-- Data to process follows --

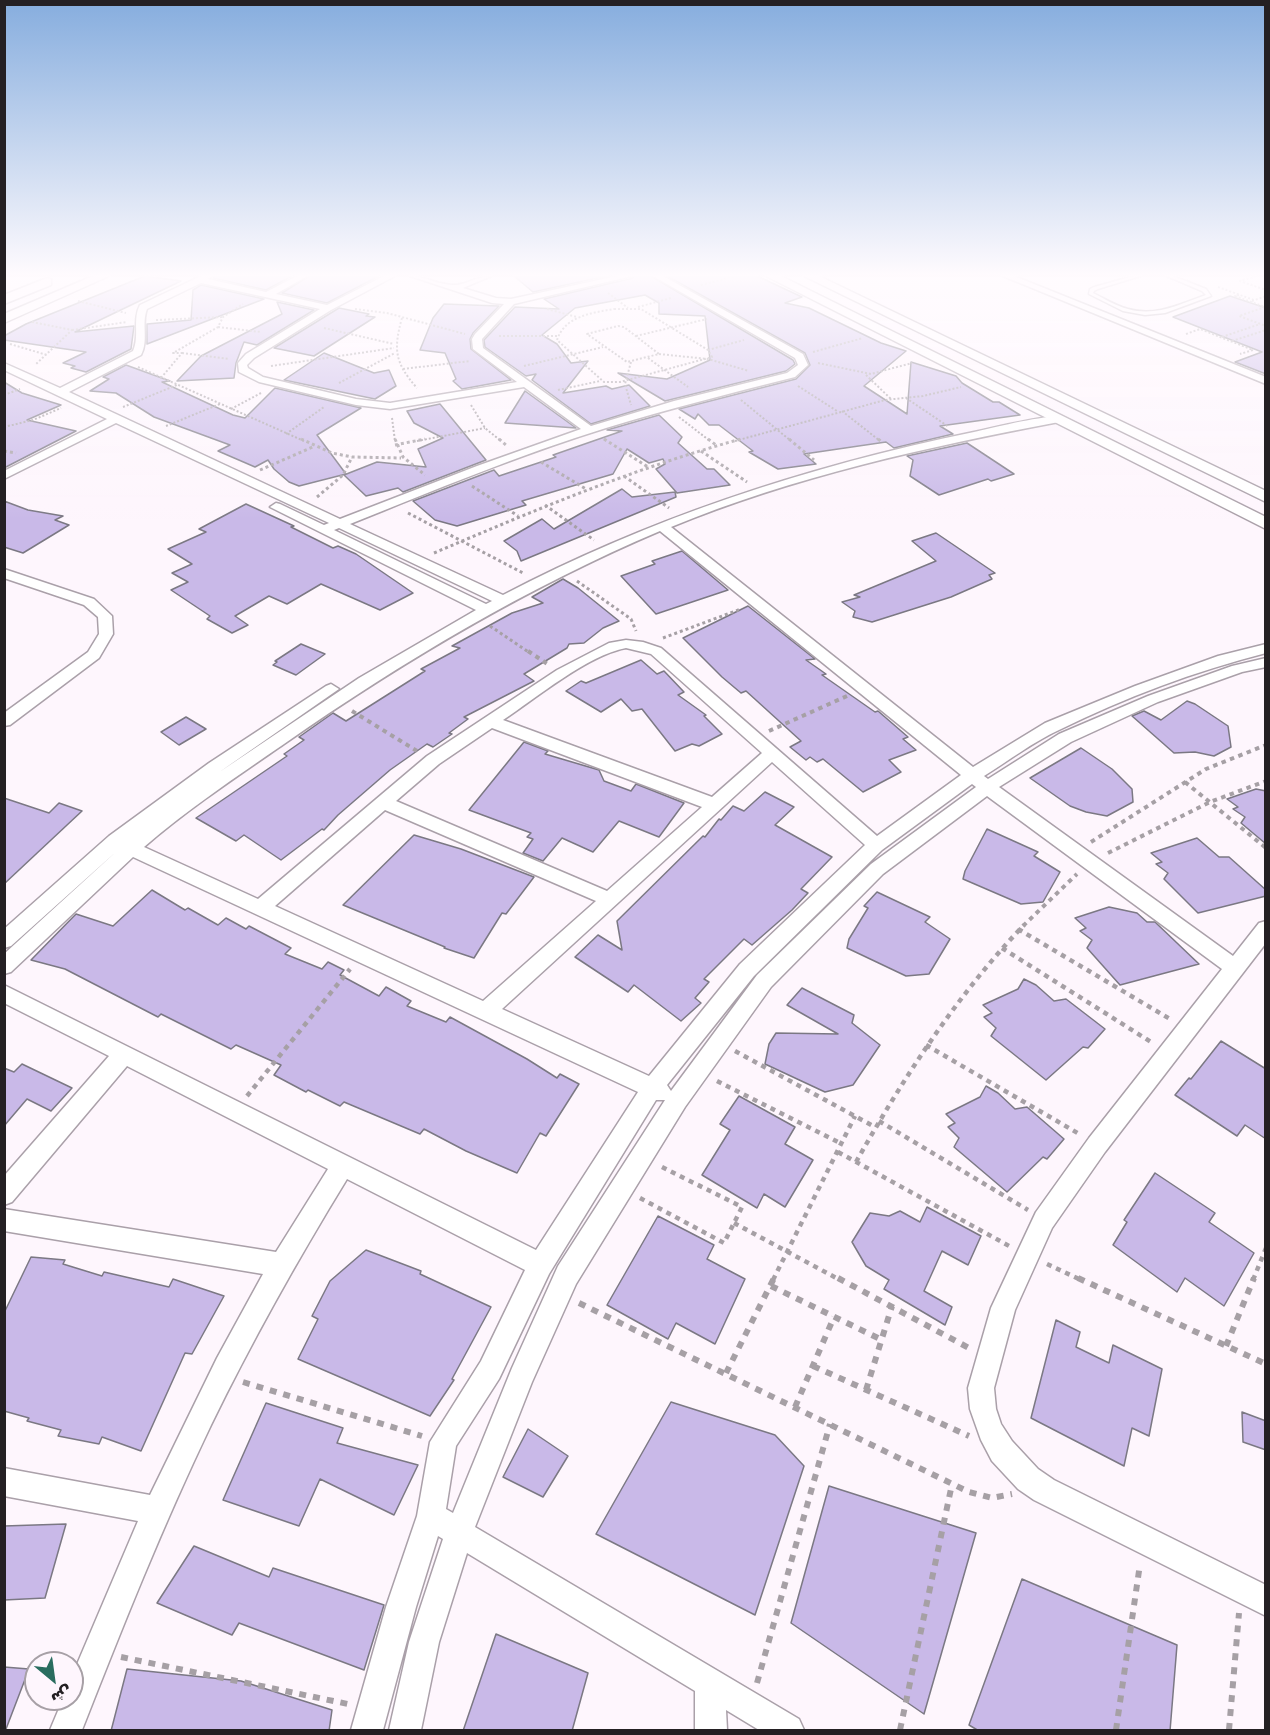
<!DOCTYPE html>
<meta charset="utf-8">
<style>
body{margin:0}
#map{position:relative;width:1270px;height:1735px;overflow:hidden;background:#fef6fd;font-family:"DejaVu Sans",Vazirmatn,sans-serif}
canvas{display:block}
.frame{position:absolute;inset:0;border:6px solid #242023;pointer-events:none}
.north{position:absolute;left:24px;top:1651px;width:60px;height:60px;box-sizing:border-box;background:#fef6fd;border:2px solid #a7a0a6;border-radius:50%;rotate:151deg;font-size:16px;font-weight:700;line-height:24px;text-align:center;color:#242023}
.north::after{content:'';display:block;margin:auto;width:21px;height:27px;background:#296d5f;clip-path:polygon(50% 0,100% 100%,50% 72%,0 100%)}
</style>
<div id="map">
<canvas width="1270" height="1735"></canvas>
<div class="frame"></div>
<div class="north">ش</div>
</div>
<script>
const g = document.querySelector('canvas').getContext('2d');
g.lineJoin = 'round';
function fill(path, color) { g.fillStyle = color; g.fill(path, 'evenodd'); }
function strokePath(path, color, width, dash) { g.strokeStyle = color; g.lineWidth = width; g.lineCap = dash ? 'butt' : 'round'; g.setLineDash(dash || []); g.stroke(path); }
const building = new Path2D(`
 M145 276 181 281 75 332 134 326 131 349 86 372 71 368 75 366 63 363 86 352 4 340V336L26 324Z
 M214 276H292L266 290 213 278Z
 M309 276H379L327 303 282 293Z
 M514 276H607L533 292Z
 M634 276H651L793 360 795 364 786 371 665 401 618 373 667 379 710 360 705 316 659 314V303L645 295 575 308 542 335 557 344 571 363 588 361 563 393 606 386 612 389 629 385 650 406 591 424 532 380 536 374 526 376 485 347 484 340 515 307 559 309 544 299 633 278Z
 M667 276H757L802 297 785 303 809 308 881 343 906 351 864 386 907 414 911 362 956 376 962 383 993 402H999L1020 415 940 426 953 434 894 448 886 442 804 454 816 464 778 469 749 452 753 451 719 425H709L698 414 695 419 679 409 796 379 810 365 805 353Z
 M201 285 264 299 147 344V324L191 320 193 290Z
 M1230 296 1266 308V374L1235 362 1262 352 1173 317Z
 M277 302 314 310 257 345 244 342 236 363 234 378 177 381 201 356 282 314Z
 M444 304 499 306 473 333 470 339 471 349 511 380 462 389 453 381 456 379 445 353 420 350 433 318Z
 M339 308 369 314 366 316 375 317 314 356 274 348Z
 M324 353 374 373 389 370 396 386 375 399 284 380Z
 M126 365 170 381 162 382 233 415 245 418 275 388 361 408 317 435 346 474 299 486 289 482 274 469 268 460 255 467 218 451 230 445 154 417 116 393 90 391 109 379 103 377Z
 M4 382 22 393 61 405 27 420 76 431 4 468Z
 M525 391 576 428 505 423Z
 M440 404 486 460 403 492 398 488 366 496 344 475 377 462 426 467 418 449 443 438 414 423 407 411Z
 M659 415 682 437 678 443 707 469H714L730 485 677 493 656 469 665 464 663 459 649 463 627 449 613 474 522 501 526 505 457 526 435 520 413 501 494 470 499 476 556 457 553 455 622 431 607 430Z
 M967 443 1014 474 991 481 988 479 939 495 910 476 913 460 907 456Z
 M622 489 632 497 675 492 676 497 521 561 517 551 504 541 542 519 554 529Z
 M4 501 28 510 63 516 55 520 69 525 23 553 4 547Z
 M246 504 294 526 291 527 333 548 338 546 356 554 413 593 380 610 321 584 287 604 269 596 235 616 248 625 232 633 207 619 210 616 171 590 188 582 172 573 192 564 168 549 206 532 199 529Z
 M936 533 995 573 989 575 992 579 951 597 872 622 853 617 855 611 842 602 860 597 854 595 936 561 912 541Z
 M682 551 728 590 656 614 621 576 655 564 652 561Z
 M563 579 578 588 619 621 603 628 584 643 569 644 567 648 524 674 534 681 464 717 468 719 449 733 452 734 433 747 427 744 390 770 338 815 324 830 322 829 281 860 244 835 236 841 196 818 287 756 284 754 304 740 299 737 333 713 346 721 425 671 421 669 460 648 452 646 512 613 543 603 532 597Z
 M748 606 815 659 806 660 826 674 822 675 875 712 878 711 908 737 903 739 916 750 889 760 901 772 863 792 823 759 817 762 810 757 806 760 790 747 801 741 746 691 741 693 722 677 683 638Z
 M301 644 325 654 296 675 273 665 277 662 275 661Z
 M641 660 657 674 664 671 684 692 678 695 706 715 704 716 722 734 699 746 692 744 675 751 642 709 632 711 621 699 601 712 566 691 581 681 586 683Z
 M1187 701 1195 704 1228 726 1231 747 1214 756 1195 752 1174 753 1132 716 1144 711 1161 720Z
 M186 717 206 729 179 745 161 732Z
 M524 742 548 751 545 754 599 770 604 781 631 791 636 784 684 803 659 837 619 821 593 852 562 838 543 861 523 853 533 839 527 837 531 833 469 810Z
 M1081 748 1112 769 1132 789 1133 802 1107 816 1086 812 1070 806 1030 778Z
 M1256 789 1266 791V844L1241 823 1245 817 1233 809 1238 807 1227 799Z
 M765 792 794 807 775 825 832 857 801 889 808 893 792 910 752 945 744 939 704 979 709 982 695 998 701 1003 681 1021 634 985 628 992 575 957 598 935 622 950 617 921 703 836 705 837 719 819 721 820 733 806 744 811Z
 M4 798 49 813 59 803 82 811 4 884Z
 M987 829 1038 852 1034 856 1060 872 1043 902 1021 904 963 879 965 871Z
 M414 835 461 849 534 877 506 914 502 913 474 958 444 948 445 947 343 905Z
 M1197 838 1219 857H1229L1266 890V896L1198 913 1164 879 1168 873 1156 864 1162 862 1151 853Z
 M152 890 185 910 188 908 218 925 226 918 246 929 249 926 291 948 285 954 322 969 328 962 344 970 340 975 379 996 386 987 411 1001 407 1006 446 1022 450 1017 527 1059 557 1078 560 1074 579 1084 546 1136 540 1133 517 1173 466 1151 424 1129 420 1134 344 1102 340 1106 308 1090 306 1092 274 1075 281 1065 236 1045 231 1049 161 1014 158 1017 65 969 31 960 76 914 113 926Z
 M877 892 930 917 925 922 950 939 929 974 906 976 847 948 849 939 868 908 864 906Z
 M1109 907 1137 913 1147 922H1155L1199 964 1120 985 1087 948 1092 940 1080 931 1086 928 1075 918Z
 M1024 979 1036 985 1054 1001 1066 999 1105 1029 1088 1048 1083 1047 1046 1080 991 1036 996 1028 984 1017 992 1013 983 1005 1018 989Z
 M802 988 854 1015 852 1023 880 1045 853 1085 825 1092 765 1064 769 1044 776 1033 838 1034 787 1005Z
 M1221 1041 1266 1069V1139L1245 1125 1237 1136 1175 1095 1189 1078 1191 1079Z
 M22 1064 72 1088 51 1111 27 1099 4 1126V1068L14 1072Z
 M986 1086 998 1093 1015 1109 1027 1107 1064 1139 1047 1159 1043 1157 1007 1192 954 1147 959 1138 948 1127 955 1123 946 1114 980 1097Z
 M739 1096 795 1127 785 1144 813 1160 785 1207 764 1194 757 1208 702 1175 730 1130 720 1124Z
 M1155 1173 1215 1213 1209 1222 1254 1253 1224 1306 1185 1278 1177 1292 1113 1245 1127 1222 1124 1220Z
 M927 1207 981 1236 968 1265 942 1251 924 1291 952 1307 945 1325 884 1289 889 1280 866 1266 852 1242 870 1213 889 1216 900 1211 920 1222Z
 M658 1216 714 1245 707 1259 745 1279 715 1344 676 1323 668 1339 607 1305Z
 M366 1250 421 1271 420 1274 491 1307 452 1379 454 1380 430 1416 298 1359 318 1319 312 1316 330 1281Z
 M31 1257 65 1260 63 1264 102 1276 104 1272 169 1287 173 1279 224 1296 192 1354 185 1353 141 1451 102 1437 99 1444 58 1436 61 1430 27 1421 29 1418 4 1411V1313Z
 M1056 1320 1080 1332 1076 1347 1109 1363 1113 1345 1162 1369 1149 1436 1132 1428 1124 1466 1031 1418Z
 M671 1402 775 1435 804 1466 755 1615 596 1534Z
 M266 1403 343 1428 337 1443 418 1465 394 1515 320 1479 299 1526 223 1500Z
 M1242 1412 1266 1421V1450L1243 1442Z
 M528 1429 568 1456 543 1497 503 1477Z
 M829 1486 976 1533 924 1714 791 1623Z
 M66 1524 45 1598 4 1600V1526Z
 M194 1546 269 1577 273 1568 384 1605 364 1670 239 1623 232 1635 157 1603Z
 M1022 1579 1177 1645 1170 1731H979L969 1725Z
 M496 1634 588 1673 572 1731H463Z
 M4 1667 29 1669 6 1729H4Z
 M127 1669 241 1681 332 1710 329 1731H111Z`);
const pathFar4 = new Path2D(`
 M1256 276 1240 281 1266 290
 M701 285 735 276
 M1218 287 1254 300
 M608 293 628 308
 M1239 295 1235 296 1265 307
 M78 301 126 313
 M1252 301 1266 296
 M638 307 671 298
 M1265 307 1239 316 1266 326
 M355 309 387 313 465 334
 M547 309 577 317
 M614 309H641L708 350 712 357 620 382H604L557 340C565 316 591 313 614 309Z
 M402 318C393 350 395 363 417 388
 M156 320 223 317
 M32 322 72 330 35 365
 M618 326 624 327 659 354 627 362 587 334Z
 M218 327 261 332
 M324 328 394 344
 M72 330 127 322
 M1186 334 1200 329 1253 350 1240 354
 M499 336H557
 M636 336 707 319
 M1222 337 1260 324
 M1232 341 1266 330
 M10 344 47 355
 M708 350 744 340
 M813 352 863 338
 M182 353 229 359
 M659 354 708 359 749 371
 M648 358 688 387
 M631 362 625 384 631 405
 M818 363 871 374 912 363
 M271 366 394 348
 M524 366 603 347
 M138 367 304 441
 M403 369 470 361
 M866 375 891 399
 M161 378 182 353H173L218 327 223 317 243 304
 M339 383 395 353
 M798 386 837 411
 M558 390 600 381
 M4 395 20 389
 M906 398 949 427
 M741 400 791 441
 M471 405 485 428 501 441
 M123 407 177 385
 M231 409 261 393
 M842 411 880 441
 M679 417 710 441
 M392 418 395 441
 M166 426 220 404
 M4 427 33 420 61 408
 M286 434 324 407
 M604 439 607 441
 M417 441 485 428
 M735 441 885 400 923 396 961 387`);
const pathFar3 = new Path2D(`
 M301 439 332 453 352 457 401 458
 M395 439 403 457 425 475
 M499 439 507 446
 M604 439 648 467
 M708 439 716 445
 M789 439 814 460
 M878 439 882 442
 M395 445 425 439
 M4 451 16 453
 M701 451 747 482
 M541 462 586 489
 M260 470 315 446
 M624 476 669 508
 M472 486 518 516
 M317 497 343 475 352 457
 M545 505 594 540
 M408 513 523 573
 M434 553C535 510 635 468 741 439
 M577 581 631 619 636 631
 M490 626 530 653
 M663 638 741 609`);
const pathFar2 = new Path2D(`
 M528 651 549 665
 M352 711 417 751
 M769 731 847 696
 M1185 782 1266 848
 M1091 842 1206 769 1266 745
 M1108 853 1210 802 1266 781
 M1023 926 1077 874`);
const pathFar1 = new Path2D(`
 M1018 929 1170 1019
 M1002 948 1151 1042
 M926 1045 1081 1135
 M735 1051 875 1127
 M717 1081 842 1144
 M247 1096 350 969
 M879 1121 1028 1210
 M838 1152 1011 1247
 M856 1162C904 1077 957 995 1024 925
 M640 1198 724 1243 742 1207 660 1166
 M734 1223 840 1280
 M1047 1264 1081 1280
 M773 1280 855 1116
 M1253 1280 1266 1248`);
const path = new Path2D(`
 M838 1278 969 1348
 M1078 1278 1266 1364
 M771 1286 882 1340
 M579 1303 969 1492 992 1498 1012 1494
 M1226 1346 1254 1278
 M813 1366 969 1436
 M726 1373 774 1278
 M243 1382 422 1436
 M866 1390 892 1306
 M795 1407 834 1317
 M121 1657 348 1704
 M757 1683 830 1424
 M900 1730 952 1484
 M1116 1730 1140 1564
 M1229 1730 1239 1613`);
const service = new Path2D(`
 M1134 276H1140L1098 289 1094 291 1093 293C1105 299 1116 306 1128 309 1156 317 1180 304 1206 295L1202 291 1167 276H1173L1206 289 1211 296 1165 313 1145 315 1123 311 1089 294 1090 289 1094 287Z`);
const minor = new Path2D(`
 M201 276H212L208 279 266 292 297 276H307L276 294 327 305 384 276H395L331 310 254 358 247 365 248 368 263 377 356 399 390 403 517 382 473 349 472 339 475 334 504 304 492 303 410 276C425 276 438 285 453 285 464 286 477 276 491 276L463 288 496 298 511 299 617 276H632L514 304 482 339 483 348 591 426 674 401 787 373 798 365 795 358 653 276H663L803 354 808 365 795 377C731 393 668 409 606 428 519 455 435 490 350 524L503 595C652 517 809 466 974 432 992 428 1048 414 1063 417L1065 419 1059 422C927 447 795 476 671 527L973 767 1045 723 1135 686 1218 656 1266 644V653C1195 671 1124 698 1059 730 1033 742 1008 761 984 776L988 779 1059 734 1148 696 1232 666 1266 658V667L1242 672 1158 702 1071 742 999 787 1233 956 1259 923 1266 921V943L1105 1152 1052 1228 1015 1310 994 1388 996 1409 1001 1424 1012 1441 1038 1469 1054 1480 1266 1585V1616L1034 1500 1018 1489 992 1461 981 1440 970 1409 968 1388 991 1308 1036 1212 1089 1138 1222 969 987 796 883 874 771 987 685 1107 576 1284 532 1382 475 1527 799 1719 804 1730H759L726 1710 727 1730H695V1691L467 1553 439 1642 421 1730H389L409 1642 443 1539 438 1536 416 1607 383 1730H351L386 1607 417 1516 430 1442 481 1361 525 1270 347 1179C298 1259 252 1341 211 1425 163 1525 122 1628 82 1730H50L63 1699H72V1676L138 1521 4 1496V1468L150 1495 217 1358 263 1274 4 1231V1209L276 1252 328 1169 127 1066 12 1202 4 1205V1176L109 1056 4 1003V985L536 1250 638 1092 133 857 11 972 4 974V954L118 850 11 946 4 948V929L109 836 209 763 326 686 331 684 339 689 218 773 359 678 476 610 270 507 276 503 280 504 324 525 329 523 116 423 4 479V471L107 419 4 370V363L60 388 133 351C140 336 132 320 140 305ZM201 283 320 309 246 354 238 363 239 372 259 382 356 405 390 409 524 387 581 429 477 466 340 519 69 392 141 355C149 340 141 324 147 309ZM339 528 492 601 486 604 334 530ZM660 531 961 775 877 836 661 648 643 642 626 640 609 643 557 670 427 756 258 899 144 847C188 809 236 777 284 744 403 661 526 588 660 531ZM626 648 651 654 762 753 712 797 503 720C536 698 588 655 626 648ZM492 728 702 807 607 891 396 801 439 764ZM772 762 865 845 740 964 649 1076 502 1009ZM972 784 976 787 871 864 757 975 671 1091 667 1085 754 976 882 850ZM385 810 596 901 483 1001 275 906ZM656 1100H665L558 1266 512 1368 453 1513 446 1509 456 1446 499 1379 549 1274Z
 M1003 276H1014L1266 377V384Z
 M4 569 94 599 112 616 113 634 99 658 10 725 4 726V713L88 652 99 634 98 617 84 605 4 578Z`);
const tertiary = new Path2D(`
 M93 276H109L4 323V314Z
 M766 276H781L1266 517V529Z
 M804 276H819L1266 491V502Z
 M47 278 51 279V285L4 304V295Z`);
fill(building, '#c9b9e8');
strokePath(building, '#7b7883', 1.5);
strokePath(service, '#aaa0a9', 3);
strokePath(minor, '#aaa0a9', 3);
strokePath(tertiary, '#aaa0a9', 3);
strokePath(pathFar4, '#a6a0a5', 2, [2, 2]);
strokePath(pathFar3, '#a6a0a5', 3, [3, 3]);
strokePath(pathFar2, '#a6a0a5', 4, [4.5, 4.5]);
strokePath(pathFar1, '#a6a0a5', 4.5, [5, 5]);
strokePath(path, '#a6a0a5', 6, [7, 7]);
fill(service, '#fff');
fill(minor, '#fff');
fill(tertiary, '#fff');
const sky = g.createLinearGradient(0, 0, 0, 519);
sky.addColorStop(0, '#86adde');
sky.addColorStop(0.53, '#fffbfe');
sky.addColorStop(1, '#fffbfe00');
g.fillStyle = sky;
g.fillRect(0, 0, 1270, 519);
</script>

-- Data to process concluded --

- Problem details: Repeat, with no pictures, every line from the top of the entries above through the line that has "g.lineJoin = 'round';", keeping each one exact.

- Task result:
<!DOCTYPE html>
<meta charset="utf-8">
<style>
body{margin:0}
#map{position:relative;width:1270px;height:1735px;overflow:hidden;background:#fef6fd;font-family:"DejaVu Sans",Vazirmatn,sans-serif}
canvas{display:block}
.frame{position:absolute;inset:0;border:6px solid #242023;pointer-events:none}
.north{position:absolute;left:24px;top:1651px;width:60px;height:60px;box-sizing:border-box;background:#fef6fd;border:2px solid #a7a0a6;border-radius:50%;rotate:151deg;font-size:16px;font-weight:700;line-height:24px;text-align:center;color:#242023}
.north::after{content:'';display:block;margin:auto;width:21px;height:27px;background:#296d5f;clip-path:polygon(50% 0,100% 100%,50% 72%,0 100%)}
</style>
<div id="map">
<canvas width="1270" height="1735"></canvas>
<div class="frame"></div>
<div class="north">ش</div>
</div>
<script>
const g = document.querySelector('canvas').getContext('2d');
g.lineJoin = 'round';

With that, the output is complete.